1) When I was a kid, we handled combat in D&D through actually fighting with one another. I think I've mentioned that one before.
2) I didn't own polyhedral dice until around age 13 or so. Kludges until that time involved any random element of the environment, from VCR clocks to chits to that pencil-picking method you use in the Lone Wolf series (I had three of the books, and we tried using all three grids at once to mimic large rolls, except I hate breaking the spines of books, so we couldn't lay them out flat, and you had to hold one and a pencil while someone else held the other two and got stabbed in the hand by your pencil).
We also had those folded paper things, but only one dude could make them, and we kept on getting skivved because he would "load the dice" as it were by writing only high numbers on them. He insisted that he ought to be DM because he was the only one who could produce them, and we eventually agreed.
Once I got the dice, I insisted that only I could touch them, and everyone else had to pay a "dice handling fee" when they made a roll.
3) The same dude owned the only Rules Cyclopedia we had, and due to an ongoing spat between us, he would never lend it to me except for five minute chunks every twenty minutes, even when I was DMing. This meant that the only rules I knew were THAC0, the elf class, and immortal quests (also, he got the D&D book set in Glantri that deals with werewolves and whatnot and I stole it from him after a fight and thus learnt all about how werewolves work in RC D&D). Also, that we could only solve one rules dispute per recess, making for a very slow pace of play. I compensated for this by writing my own rules, which I mostly stole from the Palladium system, and which he was not allowed to read.

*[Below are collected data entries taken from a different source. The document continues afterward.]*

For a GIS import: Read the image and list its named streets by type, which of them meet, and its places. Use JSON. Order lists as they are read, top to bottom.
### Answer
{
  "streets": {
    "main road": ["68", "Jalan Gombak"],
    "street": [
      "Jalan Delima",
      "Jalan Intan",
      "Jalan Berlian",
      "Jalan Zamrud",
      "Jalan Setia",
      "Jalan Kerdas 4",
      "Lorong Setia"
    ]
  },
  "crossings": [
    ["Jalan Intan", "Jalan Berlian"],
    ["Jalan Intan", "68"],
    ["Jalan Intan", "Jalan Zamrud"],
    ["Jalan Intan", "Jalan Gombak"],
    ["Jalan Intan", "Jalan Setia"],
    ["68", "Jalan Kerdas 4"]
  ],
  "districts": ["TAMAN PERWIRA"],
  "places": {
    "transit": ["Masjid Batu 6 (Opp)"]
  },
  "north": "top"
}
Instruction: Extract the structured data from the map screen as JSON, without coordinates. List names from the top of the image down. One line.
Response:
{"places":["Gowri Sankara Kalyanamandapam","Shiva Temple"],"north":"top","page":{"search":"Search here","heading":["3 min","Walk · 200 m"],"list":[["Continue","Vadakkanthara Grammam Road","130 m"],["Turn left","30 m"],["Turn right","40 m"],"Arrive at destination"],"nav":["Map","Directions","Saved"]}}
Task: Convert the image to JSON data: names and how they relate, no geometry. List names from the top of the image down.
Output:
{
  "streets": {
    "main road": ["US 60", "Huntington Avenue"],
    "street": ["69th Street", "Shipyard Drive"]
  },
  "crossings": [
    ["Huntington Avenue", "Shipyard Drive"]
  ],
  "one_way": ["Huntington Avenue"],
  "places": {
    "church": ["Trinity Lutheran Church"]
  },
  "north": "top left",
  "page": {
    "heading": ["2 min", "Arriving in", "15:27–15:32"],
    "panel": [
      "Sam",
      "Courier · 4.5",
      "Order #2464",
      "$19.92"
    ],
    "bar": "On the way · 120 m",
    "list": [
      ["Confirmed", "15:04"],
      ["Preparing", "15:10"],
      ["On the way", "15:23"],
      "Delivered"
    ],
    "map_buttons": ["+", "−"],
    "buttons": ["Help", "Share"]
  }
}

4) I designed an entire fantasy world around simple polyhedral shapes (like, a continent was a free-drawing of a square) in which the main god was named after myself, then insisted that this, episodes of the TMNT cartoon, Star Wars extended universe canon, After the Bomb: Roadhogs (which I managed to get a copy of), and Lord of the Rings formed a consistent mythology which we would play in.
5) I will admit that I didn't understand that there was more than one roleplaying game until I was about 11, despite, in hindsight, owning three at the time.
To be fair, I wasn't even the craziest DM in our group (the dude with the paper folding things was). Also, it was probably the most fun roleplaying experience ever.
Quote from: jeff37923The guy in Middle School who insisted we all roll for chest size on this homemade table of his. If you didn't want to roll, he'd roll for you. So, for no apparent reason, (besides early teenage pubescance I think), you could have a male fighter with a 17 strength and a 38DD chest in his game.
Ah, those early years of 0D&D.
I fell off my chair laughing when I read this!:D
Lessee: There was the Vampire GM who had a 3rd Generation Tremere SuperGMPC (diablarized down that far).. but he was actually a decent GM whenever the GMPC was offscreen...
Then there was the 2nd Ed D&D game where the paladin fell overboard in teh underdark sea, with 5 different sets of swimming/drowing rules coming out at the table, and the ruling (shouted down by all and sundry) that the necklace of adaption wouldn't prevent him from being crushed to death by the pressure... but really half of that was mucked up contradictory rules and anal retentiveness followed by a sudden, though not unusual, spate of fiating. Like, if you kill a guy trying to sacrifice himself, it counts as if he succeeded... that sort of thing, but really not all that bad.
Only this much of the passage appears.